IGP Stories

Urgent need for developing an 'Economy of Belonging'

London Prosperity Board Prosperity Index Public Services Europe

Juan Manuel Moreno

On Tuesday 19th November, IGP Founder and Director, Professor Henrietta L. Moore, attended the Social Macroeconomics Hub workshop hosted by the Rebuilding Macroeconomics (RM) research initiative at the Blavatnik School of Government in Oxford.

The event was attended by a diverse group of economists and social scientists and was concerned with the social foundations of economic decision-making and macroeconomic activity.

One of the RM Social Macroeconomic Hub’s central objectives is to develop new ways of working and measuring the social impact of economic shifts and decision-making processes within both government and businesses contexts. It does this through cross-disciplinary collaborations and conversations, the hub is aimed at measuring, is central to our work.

Prof. Moore's intervention, Rethinking Prosperity. Beyond Life Outcomes, Towards Life Opportunities, showcased some of the main findings and developments from two of IGP’s ongoing projects: Universal Basic Services and the London Prosperity Index.

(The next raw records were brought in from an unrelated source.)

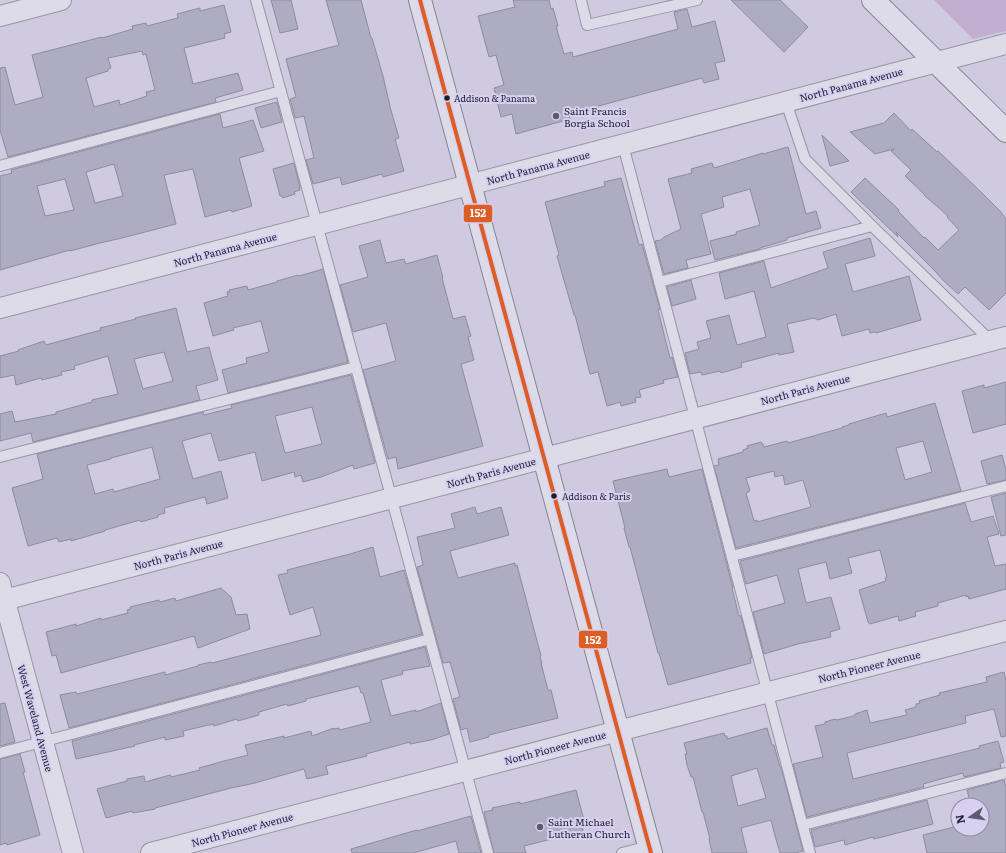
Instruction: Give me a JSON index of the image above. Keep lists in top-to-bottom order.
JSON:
{
  "streets": {
    "street": [
      "North Panama Avenue",
      "North Paris Avenue",
      "North Pioneer Avenue",
      "West Waveland Avenue"
    ]
  },
  "crossings": [
    ["North Paris Avenue", "West Waveland Avenue"]
  ],
  "places": [
    "Addison & Panama",
    "Saint Francis Borgia School",
    "Addison & Paris",
    "Saint Michael Lutheran Church"
  ],
  "lines": ["transit line 152"],
  "north": "left"
}
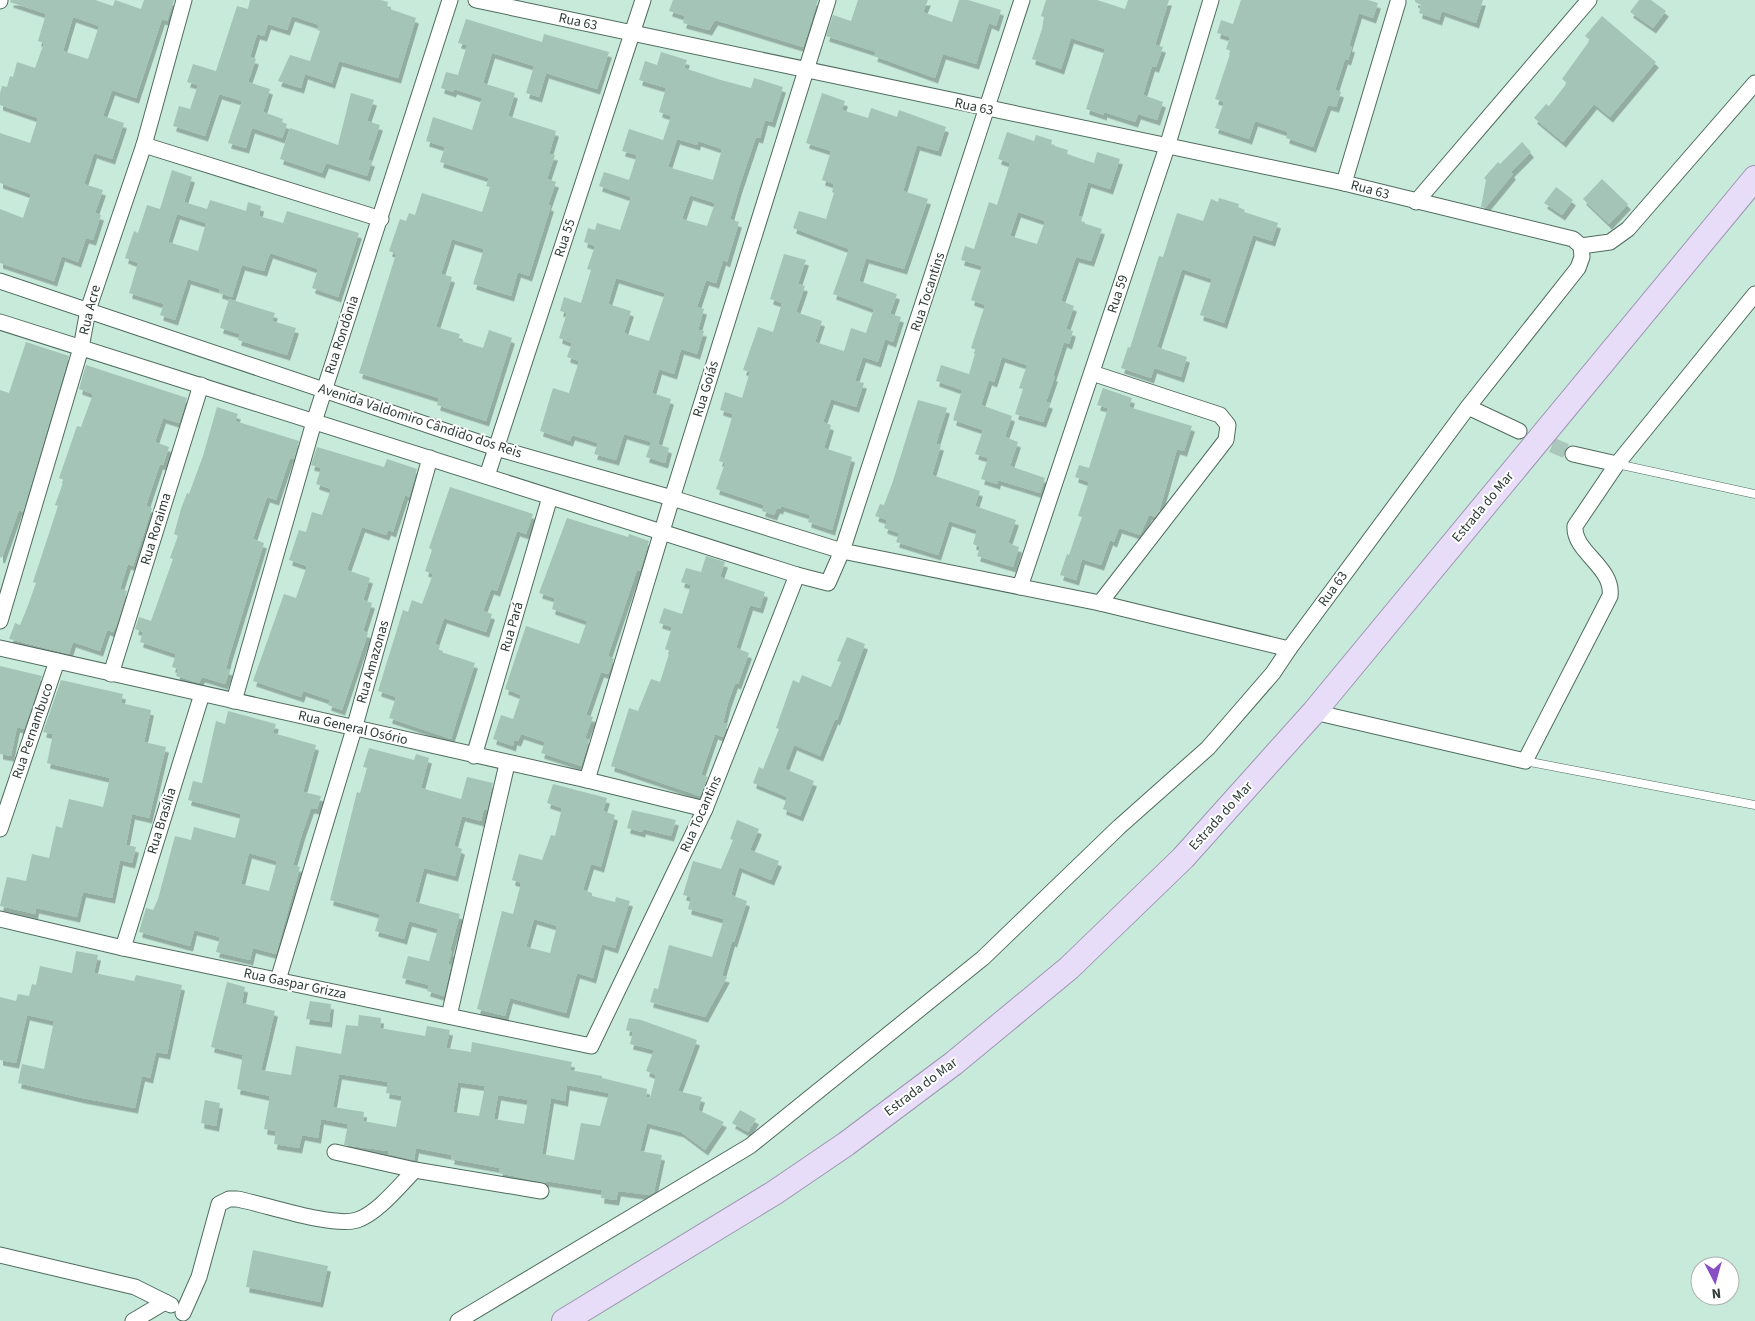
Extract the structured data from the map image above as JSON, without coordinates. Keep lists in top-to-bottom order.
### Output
{
  "streets": {
    "main road": ["Estrada do Mar"],
    "street": [
      "Rua 63",
      "Rua 55",
      "Rua Tocantins",
      "Rua 59",
      "Rua Acre",
      "Rua Rondônia",
      "Rua Goiás",
      "Avenida Valdomiro Cândido dos Reis",
      "Rua Roraima",
      "Rua Pará",
      "Rua Amazonas",
      "Rua General Osório",
      "Rua Pernambuco",
      "Rua Brasília",
      "Rua Gaspar Grizza"
    ]
  },
  "crossings": [
    ["Rua 63", "Rua 55"],
    ["Rua 63", "Rua Tocantins"],
    ["Rua 63", "Rua 59"],
    ["Rua 63", "Rua Goiás"],
    ["Rua 55", "Avenida Valdomiro Cândido dos Reis"],
    ["Rua Tocantins", "Avenida Valdomiro Cândido dos Reis"],
    ["Rua Tocantins", "Rua General Osório"],
    ["Rua Tocantins", "Rua Gaspar Grizza"],
    ["Rua 59", "Avenida Valdomiro Cândido dos Reis"],
    ["Rua Acre", "Avenida Valdomiro Cândido dos Reis"],
    ["Rua Rondônia", "Avenida Valdomiro Cândido dos Reis"],
    ["Rua Rondônia", "Rua General Osório"],
    ["Rua Goiás", "Avenida Valdomiro Cândido dos Reis"],
    ["Rua Goiás", "Rua General Osório"],
    ["Rua Roraima", "Rua General Osório"],
    ["Rua Pará", "Rua General Osório"],
    ["Rua Amazonas", "Rua General Osório"],
    ["Rua Amazonas", "Rua Gaspar Grizza"],
    ["Rua General Osório", "Rua Pernambuco"],
    ["Rua General Osório", "Rua Brasília"],
    ["Rua Brasília", "Rua Gaspar Grizza"]
  ],
  "north": "bottom"
}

Prof. Moore emphasised the urgent need for developing an ‘Economy of Belonging’ based on a commitment to social justice and a renewal of the value of reciprocal obligations, and called for new ways of working and measuring the social and the economic that depart from participatory, innovation and collaboration.

‘Our research shows that conventional ways of measuring socio-economic patterns and aggregates from diverse datasets and metrics are often at odds between each other and do not fully explain prosperity and well-being in terms of the lived-experiences of individuals’.

This is a serious issue as it speaks directly at the democratic deficit both in terms of political and economic decision-making processes and, most importantly, in terms of identifying and measuring improvements in quality of life for communities and individuals.

‘What we are finding, through exercises involving citizen science and different scales of analyses, is that a much more granular study is needed to understand the implications of macroeconomics at the local level, and the underlining personal and social foundations driving economic and political decisions’.